EU heads of state said at a European Council summit on Friday (23 March) that Trump’s decision to give the bloc a temporary exemption was unacceptable.

“It seems to me highly impossible to cover all issues we have to discuss with our American partners from now to 1 May. And we are asking for permanent exemption,” Juncker told reporters at the end of the two-day summit.

His comments echoed the leaders’ official conclusions from Friday’s meeting, which said that the European Council “calls for that exemption to be made permanent” and “regrets the decision by the United States to impose import tariffs on steel and aluminium”.

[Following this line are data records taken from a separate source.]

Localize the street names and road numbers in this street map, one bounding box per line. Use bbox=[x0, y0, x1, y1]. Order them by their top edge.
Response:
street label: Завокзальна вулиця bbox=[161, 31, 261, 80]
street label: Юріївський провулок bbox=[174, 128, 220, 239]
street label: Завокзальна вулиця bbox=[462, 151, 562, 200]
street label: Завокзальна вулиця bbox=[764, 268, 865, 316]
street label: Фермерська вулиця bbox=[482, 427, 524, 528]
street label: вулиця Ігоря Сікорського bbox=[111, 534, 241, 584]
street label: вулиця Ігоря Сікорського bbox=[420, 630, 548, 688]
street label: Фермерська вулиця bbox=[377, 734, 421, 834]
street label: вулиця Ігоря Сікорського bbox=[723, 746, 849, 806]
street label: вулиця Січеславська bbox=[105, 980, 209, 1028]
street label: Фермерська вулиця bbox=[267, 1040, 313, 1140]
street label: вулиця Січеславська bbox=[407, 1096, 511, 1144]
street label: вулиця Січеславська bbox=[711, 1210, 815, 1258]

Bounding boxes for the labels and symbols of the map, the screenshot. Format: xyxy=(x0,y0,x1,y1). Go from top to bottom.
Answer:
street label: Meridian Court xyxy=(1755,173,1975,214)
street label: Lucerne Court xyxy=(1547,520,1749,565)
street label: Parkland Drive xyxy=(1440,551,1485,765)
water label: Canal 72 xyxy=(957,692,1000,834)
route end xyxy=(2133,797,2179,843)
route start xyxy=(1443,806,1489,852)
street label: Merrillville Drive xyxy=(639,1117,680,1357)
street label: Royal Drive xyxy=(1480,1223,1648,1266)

The EU conclusions were published several hours after the Trump administration released an official declaration detailing its last-minute exemptions from the tariffs early Friday morning. The document states that exemptions will run out on 1 May unless “satisfactory alternative means” are agreed by then, and apply to the European Union and other countries including Canada, Mexico and Australia.

The tariffs went into effect on Friday. EU leaders were scheduled to issue a response to the measures on Thursday evening but postponed their discussion on trade because they wanted to wait for the Trump administration to publish an official confirmation of the exemptions.

Juncker predicted that an agreement within the next five weeks would be a “not very realistic one given the broad issues we have to discuss”.

Other EU leaders also expressed frustration with the short period for negotiations.

Trump’s temporary exemption was like “putting a gun to our head”, Belgian Prime Minister Charles Michel said at the start of Friday’s meeting.

But Juncker underscored one positive aspect to Trump’s decision: he said the US president had been persuaded to grant the exemption because EU member states had stuck together in negotiations.

Trump “recognises the EU is an entity, cannot be divided in 28 parts. That’s the good part,” Juncker said.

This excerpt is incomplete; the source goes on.